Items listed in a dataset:
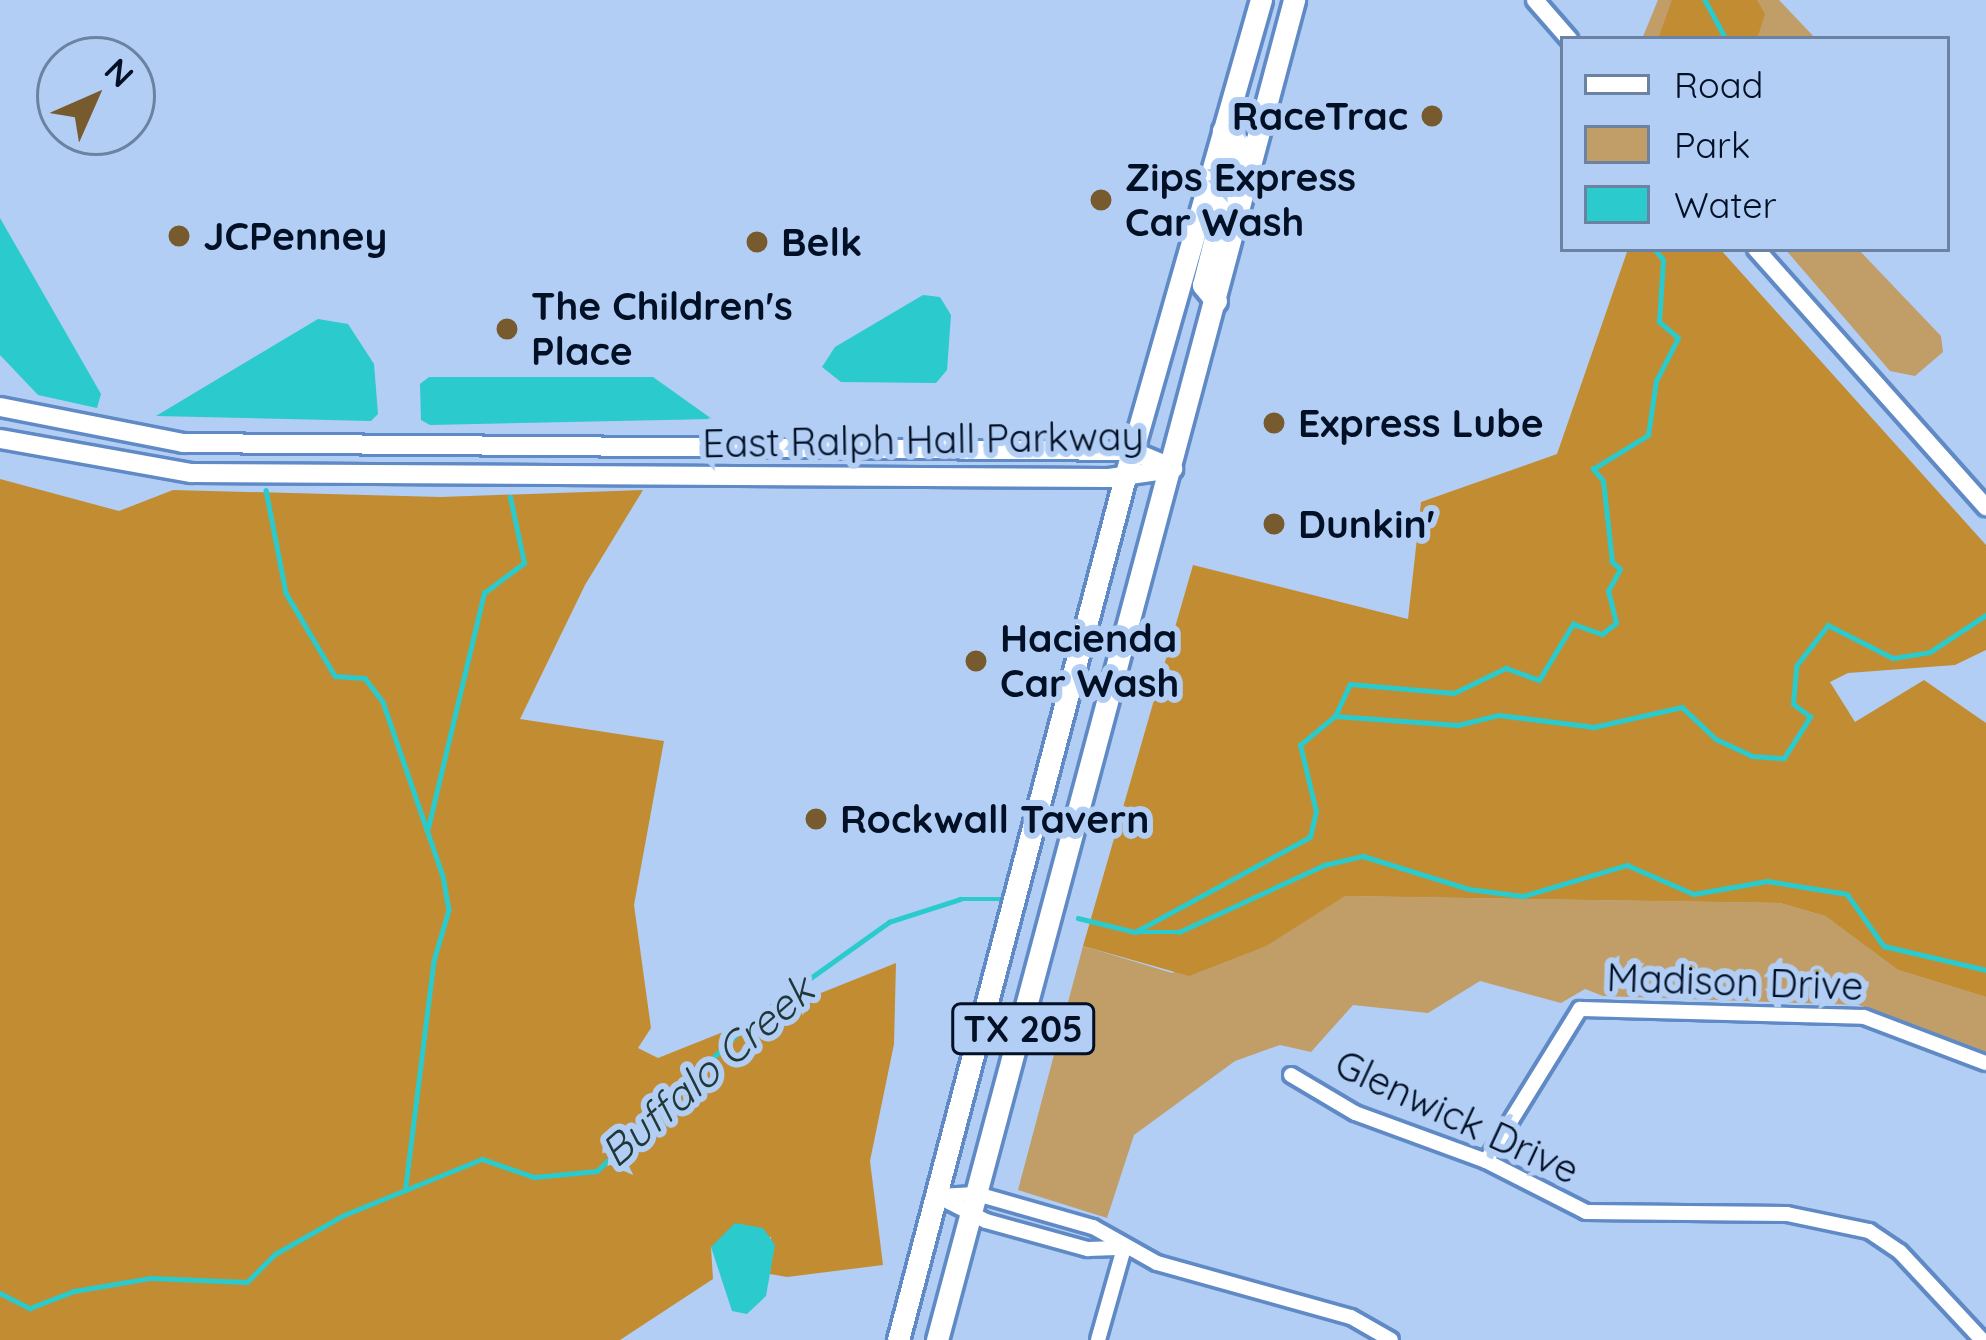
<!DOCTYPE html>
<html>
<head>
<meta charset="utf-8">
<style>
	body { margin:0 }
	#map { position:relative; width:1986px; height:1340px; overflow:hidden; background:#b2cef4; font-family:Quicksand,sans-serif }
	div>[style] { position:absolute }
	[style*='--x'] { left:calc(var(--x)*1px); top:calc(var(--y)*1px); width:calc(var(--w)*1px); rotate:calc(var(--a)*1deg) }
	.green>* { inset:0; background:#c19d67 }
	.forest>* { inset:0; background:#c28d32 }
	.water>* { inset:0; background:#2acacd }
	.stream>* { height:4.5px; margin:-2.25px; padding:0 2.25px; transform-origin:2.25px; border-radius:2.25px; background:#2acacd }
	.roads { filter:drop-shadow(3px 0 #5f8ac6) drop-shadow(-3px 0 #5f8ac6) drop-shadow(0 3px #5f8ac6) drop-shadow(0 -3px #5f8ac6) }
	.minor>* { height:14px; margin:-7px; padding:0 7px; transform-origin:7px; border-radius:7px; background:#fff }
	.tertiary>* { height:16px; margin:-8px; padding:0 8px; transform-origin:8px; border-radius:8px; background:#fff }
	.secondary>* { height:18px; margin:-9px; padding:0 9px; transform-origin:9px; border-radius:9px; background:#fff }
	.primary>* { height:21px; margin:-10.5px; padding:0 10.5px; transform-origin:10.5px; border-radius:10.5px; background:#fff }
	.dots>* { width:33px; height:33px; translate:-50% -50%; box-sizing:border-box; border:6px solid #b2cef4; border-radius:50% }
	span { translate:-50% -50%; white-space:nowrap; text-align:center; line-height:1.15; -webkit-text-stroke:12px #b2cef4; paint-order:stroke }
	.shield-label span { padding:3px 9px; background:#b2cef4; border:3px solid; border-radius:9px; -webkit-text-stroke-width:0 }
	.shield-label { font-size:36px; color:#021026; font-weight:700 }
	.poi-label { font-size:39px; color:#021026; font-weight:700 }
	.right { translate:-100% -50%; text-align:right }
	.left { translate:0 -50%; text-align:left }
	.street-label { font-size:39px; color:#021026 }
	.water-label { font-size:42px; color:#203838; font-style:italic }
	.legend { position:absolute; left:1560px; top:36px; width:390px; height:216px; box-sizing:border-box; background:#b2cef4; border:3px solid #6c82a2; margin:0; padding:15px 21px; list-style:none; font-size:36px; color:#021026 }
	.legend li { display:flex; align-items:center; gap:24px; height:60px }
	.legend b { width:60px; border:3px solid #6c82a2 }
	.north { position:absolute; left:36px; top:36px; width:120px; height:120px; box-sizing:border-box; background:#b2cef4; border:3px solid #6c82a2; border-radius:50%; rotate:45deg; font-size:33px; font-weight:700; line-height:48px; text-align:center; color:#021026 }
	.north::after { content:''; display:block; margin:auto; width:42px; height:54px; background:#775a2d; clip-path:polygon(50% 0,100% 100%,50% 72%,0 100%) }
</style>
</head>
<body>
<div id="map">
	<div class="green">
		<i style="clip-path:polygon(1658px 0,1779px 0,1816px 39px,1642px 39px)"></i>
		<i style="clip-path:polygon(1785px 249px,1858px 249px,1941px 336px,1943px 352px,1915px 376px,1890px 371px)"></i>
		<i style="clip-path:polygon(1345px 896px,1780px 903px,1825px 916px,1898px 970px,1986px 997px,1986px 1052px,1859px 1005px,1603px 996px,1585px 989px,1561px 1003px,1480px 981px,1428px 1013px,1353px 1005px,1311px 1052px,1280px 1045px,1235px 1061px,1134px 1135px,1107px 1218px,1018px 1190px,1083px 946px,1172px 973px)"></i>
	</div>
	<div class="forest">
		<i style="clip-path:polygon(1672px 0,1757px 0,1765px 14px,1757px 39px,1658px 39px)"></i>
		<i style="clip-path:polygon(1628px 249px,1720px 249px,1986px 545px,1986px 650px,1955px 665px,1848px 673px,1830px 682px,1855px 722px,1924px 680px,1986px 723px,1986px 997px,1898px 970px,1825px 916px,1780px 903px,1345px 896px,1266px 946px,1189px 976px,1083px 946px,1193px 565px,1408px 619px,1421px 502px,1557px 454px)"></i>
		<i style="clip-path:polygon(0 479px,119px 511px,173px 490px,441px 497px,643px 490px,585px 585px,520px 719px,664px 741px,634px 905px,651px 1028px,638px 1048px,658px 1058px,896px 963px,894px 1044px,870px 1161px,883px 1265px,787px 1277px,770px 1274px,771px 1237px,711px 1247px,713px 1279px,620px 1340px,0 1340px)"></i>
	</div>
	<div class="water">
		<i style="clip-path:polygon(0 218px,101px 394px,97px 408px,38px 395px,0 355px)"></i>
		<i style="clip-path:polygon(923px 295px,940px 297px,951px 315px,947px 370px,936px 383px,841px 382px,822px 367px,835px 347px)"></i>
		<i style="clip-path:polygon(318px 319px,348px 324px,374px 364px,378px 414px,371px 421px,156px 416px)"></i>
		<i style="clip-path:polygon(429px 377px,653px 377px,712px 419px,430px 425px,421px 420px,420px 384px)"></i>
		<i style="clip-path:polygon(735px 1223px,763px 1228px,775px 1245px,766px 1296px,747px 1314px,732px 1311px,711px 1247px)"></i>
	</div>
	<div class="stream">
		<i style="--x:1705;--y:0;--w:44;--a:61.7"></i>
		<i style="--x:1678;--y:39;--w:8;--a:0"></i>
		<i style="--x:266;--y:490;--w:105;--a:79"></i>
		<i style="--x:286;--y:593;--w:96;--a:59.4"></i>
		<i style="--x:335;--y:676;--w:30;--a:4"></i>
		<i style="--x:365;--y:678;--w:30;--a:53"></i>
		<i style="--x:383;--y:702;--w:184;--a:71"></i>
		<i style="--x:443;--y:876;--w:35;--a:80"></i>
		<i style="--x:449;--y:910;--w:53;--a:106.4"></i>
		<i style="--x:434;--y:961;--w:227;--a:97.1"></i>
		<i style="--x:1335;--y:716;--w:35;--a:-65"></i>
		<i style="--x:1350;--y:684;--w:104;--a:4.9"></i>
		<i style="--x:1454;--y:693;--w:58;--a:-25.7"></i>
		<i style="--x:1506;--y:668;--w:35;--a:20"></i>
		<i style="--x:1539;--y:680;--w:66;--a:-58.7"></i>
		<i style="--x:1573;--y:624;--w:31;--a:19"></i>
		<i style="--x:1602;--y:634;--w:18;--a:-38"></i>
		<i style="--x:1616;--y:623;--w:33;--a:-104"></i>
		<i style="--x:1608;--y:591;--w:25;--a:-61"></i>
		<i style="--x:1620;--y:569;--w:11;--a:-139"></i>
		<i style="--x:1612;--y:562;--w:81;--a:-96.3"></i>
		<i style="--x:1603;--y:481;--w:16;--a:-130"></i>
		<i style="--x:1593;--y:469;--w:65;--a:-31.7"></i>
		<i style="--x:1648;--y:435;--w:55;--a:-81.6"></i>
		<i style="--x:1656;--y:381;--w:48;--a:-62.9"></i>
		<i style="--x:1678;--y:338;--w:25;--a:-140"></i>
		<i style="--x:1659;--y:322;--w:62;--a:-86.3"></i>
		<i style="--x:1663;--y:260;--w:14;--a:-129"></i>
		<i style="--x:428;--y:828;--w:242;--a:-76.6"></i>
		<i style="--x:484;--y:593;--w:50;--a:-36.9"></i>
		<i style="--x:524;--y:563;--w:67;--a:-102"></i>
		<i style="--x:1078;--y:918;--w:59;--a:13.8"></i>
		<i style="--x:1135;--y:932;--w:44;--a:0"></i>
		<i style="--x:1179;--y:932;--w:160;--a:-24.8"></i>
		<i style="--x:1324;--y:865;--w:40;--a:-13"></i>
		<i style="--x:1363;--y:856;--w:111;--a:17.3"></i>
		<i style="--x:1469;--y:889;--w:54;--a:7.4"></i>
		<i style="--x:1523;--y:896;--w:109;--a:-16.6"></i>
		<i style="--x:1627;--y:865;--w:73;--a:23.4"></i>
		<i style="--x:1694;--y:894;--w:74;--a:-10.1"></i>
		<i style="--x:1767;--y:881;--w:81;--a:9.2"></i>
		<i style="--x:1847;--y:894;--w:64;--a:54.6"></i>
		<i style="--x:1884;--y:946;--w:105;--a:13.2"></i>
		<i style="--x:1135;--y:932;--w:199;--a:-28.5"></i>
		<i style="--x:1310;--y:837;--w:26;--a:-77"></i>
		<i style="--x:1316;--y:812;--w:69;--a:-103.4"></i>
		<i style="--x:1300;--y:745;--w:45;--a:-39.6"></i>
		<i style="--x:1335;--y:716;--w:123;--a:4.2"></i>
		<i style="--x:1458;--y:725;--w:42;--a:-13.7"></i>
		<i style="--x:1499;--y:715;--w:96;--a:7.2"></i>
		<i style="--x:1594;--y:727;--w:90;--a:-12.8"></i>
		<i style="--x:1682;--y:707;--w:47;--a:43.3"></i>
		<i style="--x:1716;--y:739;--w:40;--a:25"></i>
		<i style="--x:1752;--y:756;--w:32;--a:4"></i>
		<i style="--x:1784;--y:758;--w:49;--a:-57.6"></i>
		<i style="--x:1810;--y:717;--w:21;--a:-143"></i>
		<i style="--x:1793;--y:704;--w:38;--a:-85"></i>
		<i style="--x:1796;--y:666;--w:52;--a:-52"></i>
		<i style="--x:1828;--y:625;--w:73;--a:26.9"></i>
		<i style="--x:1893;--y:658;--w:37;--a:-9"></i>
		<i style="--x:1930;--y:652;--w:67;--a:-33.5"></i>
		<i style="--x:0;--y:1293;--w:34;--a:27"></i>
		<i style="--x:30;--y:1308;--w:47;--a:-21.1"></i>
		<i style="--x:74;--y:1291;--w:78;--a:-9.6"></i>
		<i style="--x:151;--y:1278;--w:96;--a:2.4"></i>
		<i style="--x:247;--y:1282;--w:40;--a:-45"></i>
		<i style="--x:275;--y:1254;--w:79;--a:-29.5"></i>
		<i style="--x:344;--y:1215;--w:149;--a:-22.1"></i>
		<i style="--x:482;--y:1159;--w:55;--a:19.1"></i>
		<i style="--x:534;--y:1177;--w:63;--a:-5.4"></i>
		<i style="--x:597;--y:1171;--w:218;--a:-44.3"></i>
		<i style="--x:753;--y:1019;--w:167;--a:-35.5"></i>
		<i style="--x:889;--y:922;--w:75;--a:-17.9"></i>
		<i style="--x:960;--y:899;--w:46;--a:0"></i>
	</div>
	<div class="roads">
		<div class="minor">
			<i style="--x:1291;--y:1075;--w:74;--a:30.7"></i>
			<i style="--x:1355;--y:1113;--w:140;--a:20.1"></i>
			<i style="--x:1486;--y:1161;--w:112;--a:27"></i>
			<i style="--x:1586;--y:1212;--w:201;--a:0.6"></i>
			<i style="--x:1787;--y:1214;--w:84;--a:11.7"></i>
			<i style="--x:1869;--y:1231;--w:37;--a:34"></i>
			<i style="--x:1900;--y:1252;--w:120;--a:47"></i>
			<i style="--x:1486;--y:1161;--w:179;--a:-58.3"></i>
			<i style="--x:1580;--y:1009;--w:284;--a:1.6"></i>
			<i style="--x:1864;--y:1017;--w:130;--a:20.7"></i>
			<i style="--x:937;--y:1196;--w:40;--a:-2.9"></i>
			<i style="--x:977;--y:1194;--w:121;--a:15.9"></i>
			<i style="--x:1093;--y:1227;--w:73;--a:29.4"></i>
			<i style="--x:1157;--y:1263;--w:201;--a:15.6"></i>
			<i style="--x:1351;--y:1317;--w:46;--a:29.9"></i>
			<i style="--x:937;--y:1196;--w:55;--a:27"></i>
			<i style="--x:986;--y:1221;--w:106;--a:15.4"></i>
			<i style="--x:1088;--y:1249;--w:36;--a:-2"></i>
			<i style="--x:1098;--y:1340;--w:96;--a:-74.2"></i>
		</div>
		<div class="tertiary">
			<i style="--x:1535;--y:0;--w:52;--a:48.9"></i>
			<i style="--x:1756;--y:249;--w:346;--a:48.3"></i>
		</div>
		<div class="secondary">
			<i style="--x:0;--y:407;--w:187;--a:11.1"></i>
			<i style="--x:183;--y:443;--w:949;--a:0.48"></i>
			<i style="--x:1132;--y:451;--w:44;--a:22.5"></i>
			<i style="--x:0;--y:439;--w:194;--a:10.1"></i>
			<i style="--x:191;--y:473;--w:918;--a:0.31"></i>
			<i style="--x:1109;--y:478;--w:65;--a:-8"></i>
		</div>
		<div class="primary">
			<i style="--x:1216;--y:301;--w:21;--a:-129"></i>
			<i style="--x:1203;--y:285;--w:146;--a:-75.7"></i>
			<i style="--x:1239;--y:144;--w:21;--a:-141"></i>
			<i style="--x:898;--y:1340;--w:892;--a:-75.26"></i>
			<i style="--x:1125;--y:477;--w:496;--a:-74.1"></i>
			<i style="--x:937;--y:1340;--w:1387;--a:-75.08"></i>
		</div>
	</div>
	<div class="dots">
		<i style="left:1432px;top:116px;background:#775a2d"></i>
		<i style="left:1101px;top:200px;background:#775a2d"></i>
		<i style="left:179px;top:236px;background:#775a2d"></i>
		<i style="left:757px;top:242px;background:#775a2d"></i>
		<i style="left:507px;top:329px;background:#775a2d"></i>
		<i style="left:1274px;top:423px;background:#775a2d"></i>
		<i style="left:1274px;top:524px;background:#775a2d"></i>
		<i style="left:976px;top:661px;background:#775a2d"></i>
		<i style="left:816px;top:819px;background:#775a2d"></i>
	</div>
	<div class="shield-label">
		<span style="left:1023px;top:1029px">TX 205</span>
	</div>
	<div class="poi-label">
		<span class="right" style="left:1408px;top:116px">RaceTrac</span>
		<span class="left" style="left:1125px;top:200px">Zips Express<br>Car Wash</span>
		<span class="left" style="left:203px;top:236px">JCPenney</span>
		<span class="left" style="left:781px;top:242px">Belk</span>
		<span class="left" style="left:531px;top:329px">The Children's<br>Place</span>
		<span class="left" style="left:1298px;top:423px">Express Lube</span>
		<span class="left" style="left:1298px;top:524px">Dunkin'</span>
		<span class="left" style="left:1000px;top:661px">Hacienda<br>Car Wash</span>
		<span class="left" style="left:840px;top:819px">Rockwall Tavern</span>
	</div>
	<div class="street-label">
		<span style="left:923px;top:440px;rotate:-1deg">East Ralph Hall Parkway</span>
		<span style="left:1735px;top:982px;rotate:2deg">Madison Drive</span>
		<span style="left:1457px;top:1117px;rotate:25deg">Glenwick Drive</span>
	</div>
	<div class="water-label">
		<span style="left:707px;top:1071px;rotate:-41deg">Buffalo Creek</span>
	</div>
	<ul class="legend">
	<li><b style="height:15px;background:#fff"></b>Road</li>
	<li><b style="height:33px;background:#c19d67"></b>Park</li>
	<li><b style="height:33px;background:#2acacd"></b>Water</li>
	</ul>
	<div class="north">N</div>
</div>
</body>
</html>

PROBLEM STATEMENT: Transcribe the lines above between the line holding "padding:3px 9px; background:#b2cef4;" and the line holding "translate:-100% -50%; text-align:right", inclusive, exactly as they stand and with nothing added.

ANSWER TO THIS TASK:
	.shield-label span { padding:3px 9px; background:#b2cef4; border:3px solid; border-radius:9px; -webkit-text-stroke-width:0 }
	.shield-label { font-size:36px; color:#021026; font-weight:700 }
	.poi-label { font-size:39px; color:#021026; font-weight:700 }
	.right { translate:-100% -50%; text-align:right }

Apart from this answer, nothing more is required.